On Friday, Paramount Global received a new acquisition offer from Project Rise Partners (PRP), amounting to $13.5 billion, which challenges the existing $8 billion bid by Skydance Media and RedBird Capital Partners (WA:CPAP), according to a report from Variety. PRP's proposal represents a significant increase over their previous bid made during the go-shop window and offers a substantial premium on Paramount's B shares.
The legal letter from PRP, crafted by Baker & Hostetler, was sent to Paramount's board and highlights the market's unfavorable response to the Skydance transaction. PRP is now willing to pay $19 per share for the B shares, a 75% premium and 27% higher than the $15 per share offered by Skydance. The price for the A shares under the PRP bid remains consistent with Skydance's offer. Moreover, PRP plans to infuse an additional $2 billion into Paramount's balance sheet, emphasizing that this is an all-cash proposal backed by credible investors with committed financing.
During the go-shop period in August, more than 50 third parties were contacted by representatives of the Special Committee to gauge interest in acquiring Paramount.
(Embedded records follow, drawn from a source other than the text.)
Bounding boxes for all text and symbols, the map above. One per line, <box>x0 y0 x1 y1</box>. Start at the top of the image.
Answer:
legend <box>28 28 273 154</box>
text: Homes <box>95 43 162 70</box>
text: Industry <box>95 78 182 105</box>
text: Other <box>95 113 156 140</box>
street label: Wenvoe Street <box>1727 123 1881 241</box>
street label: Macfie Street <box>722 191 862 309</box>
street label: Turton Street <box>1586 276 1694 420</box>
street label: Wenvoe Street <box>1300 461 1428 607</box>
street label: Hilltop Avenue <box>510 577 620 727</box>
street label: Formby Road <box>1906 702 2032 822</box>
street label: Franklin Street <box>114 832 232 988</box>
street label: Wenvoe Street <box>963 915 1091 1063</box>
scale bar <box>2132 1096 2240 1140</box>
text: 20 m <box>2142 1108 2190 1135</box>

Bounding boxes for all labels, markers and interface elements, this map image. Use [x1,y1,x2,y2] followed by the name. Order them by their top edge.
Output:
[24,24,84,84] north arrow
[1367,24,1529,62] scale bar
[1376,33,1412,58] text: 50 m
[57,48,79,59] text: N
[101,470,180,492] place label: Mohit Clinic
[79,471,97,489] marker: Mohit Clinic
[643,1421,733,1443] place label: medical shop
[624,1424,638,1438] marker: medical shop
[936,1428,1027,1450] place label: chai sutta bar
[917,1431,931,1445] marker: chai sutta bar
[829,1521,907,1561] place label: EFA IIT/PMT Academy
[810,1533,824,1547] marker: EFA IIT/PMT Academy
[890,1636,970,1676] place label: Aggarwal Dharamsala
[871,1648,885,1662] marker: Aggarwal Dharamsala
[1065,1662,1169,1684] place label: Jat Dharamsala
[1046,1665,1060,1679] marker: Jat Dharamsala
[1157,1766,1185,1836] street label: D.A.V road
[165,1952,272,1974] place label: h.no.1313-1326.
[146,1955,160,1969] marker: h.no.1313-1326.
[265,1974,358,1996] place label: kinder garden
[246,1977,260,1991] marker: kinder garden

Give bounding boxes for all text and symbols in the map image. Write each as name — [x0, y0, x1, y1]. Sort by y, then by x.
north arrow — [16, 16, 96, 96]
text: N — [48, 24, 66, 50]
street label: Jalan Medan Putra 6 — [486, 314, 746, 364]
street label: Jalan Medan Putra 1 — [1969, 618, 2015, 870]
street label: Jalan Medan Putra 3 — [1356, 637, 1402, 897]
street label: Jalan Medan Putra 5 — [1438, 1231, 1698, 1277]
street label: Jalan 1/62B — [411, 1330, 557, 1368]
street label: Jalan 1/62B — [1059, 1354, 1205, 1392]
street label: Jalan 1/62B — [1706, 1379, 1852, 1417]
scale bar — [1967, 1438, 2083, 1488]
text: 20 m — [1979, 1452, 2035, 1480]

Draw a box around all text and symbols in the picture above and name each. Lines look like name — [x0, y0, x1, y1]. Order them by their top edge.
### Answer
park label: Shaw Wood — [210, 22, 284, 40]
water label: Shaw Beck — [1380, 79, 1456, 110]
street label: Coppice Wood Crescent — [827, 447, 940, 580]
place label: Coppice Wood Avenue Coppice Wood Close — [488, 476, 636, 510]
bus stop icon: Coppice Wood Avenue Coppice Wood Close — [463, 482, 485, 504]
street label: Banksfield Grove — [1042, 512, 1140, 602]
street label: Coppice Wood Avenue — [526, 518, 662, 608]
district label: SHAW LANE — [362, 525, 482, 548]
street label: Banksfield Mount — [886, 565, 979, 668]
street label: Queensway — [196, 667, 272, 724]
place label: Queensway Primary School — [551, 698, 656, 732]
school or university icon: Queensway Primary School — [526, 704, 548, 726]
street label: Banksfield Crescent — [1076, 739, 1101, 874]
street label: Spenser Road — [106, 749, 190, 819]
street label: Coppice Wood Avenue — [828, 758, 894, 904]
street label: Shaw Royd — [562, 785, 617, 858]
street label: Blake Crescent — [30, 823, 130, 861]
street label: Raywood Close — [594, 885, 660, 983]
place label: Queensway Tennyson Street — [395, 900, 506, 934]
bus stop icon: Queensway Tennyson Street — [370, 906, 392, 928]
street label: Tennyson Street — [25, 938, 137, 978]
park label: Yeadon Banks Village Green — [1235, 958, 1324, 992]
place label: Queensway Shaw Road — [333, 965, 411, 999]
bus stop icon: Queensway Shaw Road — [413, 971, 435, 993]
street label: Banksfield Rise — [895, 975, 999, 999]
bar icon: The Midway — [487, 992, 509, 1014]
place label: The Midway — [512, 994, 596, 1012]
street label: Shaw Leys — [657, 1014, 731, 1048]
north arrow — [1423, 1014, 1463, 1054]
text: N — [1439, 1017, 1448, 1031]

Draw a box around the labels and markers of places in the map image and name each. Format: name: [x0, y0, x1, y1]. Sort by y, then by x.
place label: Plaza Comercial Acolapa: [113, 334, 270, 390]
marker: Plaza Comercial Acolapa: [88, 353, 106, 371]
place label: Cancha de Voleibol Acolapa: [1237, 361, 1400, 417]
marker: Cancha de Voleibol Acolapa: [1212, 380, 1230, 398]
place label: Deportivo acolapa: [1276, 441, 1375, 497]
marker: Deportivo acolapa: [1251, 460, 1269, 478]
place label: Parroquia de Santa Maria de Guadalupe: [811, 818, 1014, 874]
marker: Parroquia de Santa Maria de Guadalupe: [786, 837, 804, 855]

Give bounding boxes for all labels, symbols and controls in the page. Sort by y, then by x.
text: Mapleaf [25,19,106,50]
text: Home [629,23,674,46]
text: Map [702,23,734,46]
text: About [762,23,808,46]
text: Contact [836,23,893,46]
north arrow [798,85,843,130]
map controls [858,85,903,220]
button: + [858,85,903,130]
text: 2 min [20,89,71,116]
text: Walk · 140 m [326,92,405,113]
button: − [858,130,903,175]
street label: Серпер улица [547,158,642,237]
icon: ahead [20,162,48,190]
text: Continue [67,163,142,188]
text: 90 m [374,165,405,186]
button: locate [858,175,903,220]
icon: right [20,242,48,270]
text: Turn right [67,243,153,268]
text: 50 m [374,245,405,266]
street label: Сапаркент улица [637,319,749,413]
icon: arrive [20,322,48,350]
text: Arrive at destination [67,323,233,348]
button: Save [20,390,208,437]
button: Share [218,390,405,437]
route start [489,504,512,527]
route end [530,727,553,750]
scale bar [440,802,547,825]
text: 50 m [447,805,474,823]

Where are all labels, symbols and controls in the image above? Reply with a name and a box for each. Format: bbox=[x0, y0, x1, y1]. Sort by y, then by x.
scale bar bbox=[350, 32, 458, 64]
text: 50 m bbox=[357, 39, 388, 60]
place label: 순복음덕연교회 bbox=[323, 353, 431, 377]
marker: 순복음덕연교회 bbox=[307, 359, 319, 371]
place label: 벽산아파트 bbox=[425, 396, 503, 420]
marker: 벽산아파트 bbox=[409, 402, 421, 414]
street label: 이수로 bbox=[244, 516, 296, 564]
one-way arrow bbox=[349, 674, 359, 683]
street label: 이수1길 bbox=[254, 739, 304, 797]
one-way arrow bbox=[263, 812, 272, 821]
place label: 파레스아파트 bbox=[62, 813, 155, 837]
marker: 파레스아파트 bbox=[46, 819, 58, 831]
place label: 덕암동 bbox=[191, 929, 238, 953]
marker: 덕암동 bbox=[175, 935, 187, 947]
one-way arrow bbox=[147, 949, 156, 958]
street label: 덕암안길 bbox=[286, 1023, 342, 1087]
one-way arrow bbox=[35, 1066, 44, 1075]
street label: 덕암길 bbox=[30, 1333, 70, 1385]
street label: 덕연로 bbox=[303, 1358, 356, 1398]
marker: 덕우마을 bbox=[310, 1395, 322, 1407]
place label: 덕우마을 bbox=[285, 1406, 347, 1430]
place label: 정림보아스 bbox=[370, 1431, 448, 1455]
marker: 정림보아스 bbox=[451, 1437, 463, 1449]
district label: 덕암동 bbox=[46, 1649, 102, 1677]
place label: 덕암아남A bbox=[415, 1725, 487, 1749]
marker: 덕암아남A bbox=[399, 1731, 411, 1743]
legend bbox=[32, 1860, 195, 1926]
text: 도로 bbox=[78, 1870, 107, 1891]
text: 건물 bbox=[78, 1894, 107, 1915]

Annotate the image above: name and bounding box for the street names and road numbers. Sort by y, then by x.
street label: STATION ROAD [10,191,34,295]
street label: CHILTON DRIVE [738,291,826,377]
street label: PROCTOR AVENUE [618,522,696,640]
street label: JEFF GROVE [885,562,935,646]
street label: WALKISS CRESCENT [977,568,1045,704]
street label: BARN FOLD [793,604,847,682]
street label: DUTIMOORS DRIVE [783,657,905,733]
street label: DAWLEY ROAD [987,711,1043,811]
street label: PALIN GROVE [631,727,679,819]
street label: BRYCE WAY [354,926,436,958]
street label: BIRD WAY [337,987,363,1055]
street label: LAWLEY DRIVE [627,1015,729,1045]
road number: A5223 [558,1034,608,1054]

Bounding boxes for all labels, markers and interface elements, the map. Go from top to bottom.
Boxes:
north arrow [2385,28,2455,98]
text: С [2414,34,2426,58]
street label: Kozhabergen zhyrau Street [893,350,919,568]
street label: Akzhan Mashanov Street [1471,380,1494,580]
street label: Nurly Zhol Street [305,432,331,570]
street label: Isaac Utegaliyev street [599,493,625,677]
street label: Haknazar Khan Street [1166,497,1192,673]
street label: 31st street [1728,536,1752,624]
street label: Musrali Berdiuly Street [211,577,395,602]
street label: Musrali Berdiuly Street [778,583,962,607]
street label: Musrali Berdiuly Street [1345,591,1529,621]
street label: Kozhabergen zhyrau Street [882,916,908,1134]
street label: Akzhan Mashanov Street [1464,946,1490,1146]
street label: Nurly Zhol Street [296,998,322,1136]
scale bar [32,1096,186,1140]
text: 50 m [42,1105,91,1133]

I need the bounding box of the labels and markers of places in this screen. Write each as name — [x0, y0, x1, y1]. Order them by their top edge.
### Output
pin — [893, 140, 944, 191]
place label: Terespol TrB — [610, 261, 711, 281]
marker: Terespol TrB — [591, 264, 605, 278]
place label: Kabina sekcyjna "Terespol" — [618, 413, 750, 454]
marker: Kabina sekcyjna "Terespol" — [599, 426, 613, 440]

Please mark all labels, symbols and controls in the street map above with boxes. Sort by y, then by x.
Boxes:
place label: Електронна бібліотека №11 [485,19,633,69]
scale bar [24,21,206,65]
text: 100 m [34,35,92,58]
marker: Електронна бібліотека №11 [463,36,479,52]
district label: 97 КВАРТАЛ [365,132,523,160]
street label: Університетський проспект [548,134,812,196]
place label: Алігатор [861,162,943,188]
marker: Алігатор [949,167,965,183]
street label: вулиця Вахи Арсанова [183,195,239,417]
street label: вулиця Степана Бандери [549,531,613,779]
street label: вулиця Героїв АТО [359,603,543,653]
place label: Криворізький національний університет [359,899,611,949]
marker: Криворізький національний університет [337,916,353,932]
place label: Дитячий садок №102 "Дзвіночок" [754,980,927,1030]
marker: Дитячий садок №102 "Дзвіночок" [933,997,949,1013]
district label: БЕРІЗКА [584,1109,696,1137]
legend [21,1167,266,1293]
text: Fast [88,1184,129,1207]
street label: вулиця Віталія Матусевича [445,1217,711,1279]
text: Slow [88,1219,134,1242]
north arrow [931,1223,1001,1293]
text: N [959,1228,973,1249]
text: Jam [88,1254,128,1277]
This period, as stipulated in the transaction agreement with Skydance Media, has concluded for all parties.
The new bid from PRP comes as a significant development as Skydance Media and RedBird Capital Partners work to finalize the takeover supported by Larry Ellison. PRP's enhanced offer aims to sway Paramount's board by presenting more favorable terms than the current deal on the table. The consortium's latest move adds a fresh dynamic to the ongoing acquisition discussions surrounding the renowned media conglomerate.